:: Stored data ::
○ ○ ○ ○ ○ ○ ○

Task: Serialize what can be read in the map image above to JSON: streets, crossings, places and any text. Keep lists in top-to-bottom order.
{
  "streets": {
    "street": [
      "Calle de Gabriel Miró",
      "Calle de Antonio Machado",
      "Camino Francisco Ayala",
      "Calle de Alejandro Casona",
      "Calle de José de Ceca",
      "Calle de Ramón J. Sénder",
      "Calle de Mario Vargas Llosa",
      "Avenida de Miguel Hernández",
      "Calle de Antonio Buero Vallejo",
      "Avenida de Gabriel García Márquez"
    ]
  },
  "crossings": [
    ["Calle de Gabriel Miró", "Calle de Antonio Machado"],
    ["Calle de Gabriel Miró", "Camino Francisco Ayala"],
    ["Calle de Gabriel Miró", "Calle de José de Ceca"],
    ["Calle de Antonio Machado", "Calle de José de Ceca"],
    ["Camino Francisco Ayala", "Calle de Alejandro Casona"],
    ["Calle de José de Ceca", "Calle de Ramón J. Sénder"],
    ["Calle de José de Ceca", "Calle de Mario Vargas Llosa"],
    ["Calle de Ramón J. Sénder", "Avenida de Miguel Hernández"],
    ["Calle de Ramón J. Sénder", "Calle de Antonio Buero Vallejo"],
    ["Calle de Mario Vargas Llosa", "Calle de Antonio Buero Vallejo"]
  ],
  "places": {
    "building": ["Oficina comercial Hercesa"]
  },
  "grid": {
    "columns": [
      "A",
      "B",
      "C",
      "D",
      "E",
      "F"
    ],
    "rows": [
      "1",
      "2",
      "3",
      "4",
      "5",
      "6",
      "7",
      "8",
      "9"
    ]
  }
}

○ ○ ○ ○ ○ ○ ○

:: YOUR TASK ::
Wherever the word "Avenida" appears in a line of the data, copy that line.

:: REPLY TO THE EXERCISE ::
      "Avenida de Miguel Hernández",
      "Avenida de Gabriel García Márquez"
    ["Calle de Ramón J. Sénder", "Avenida de Miguel Hernández"],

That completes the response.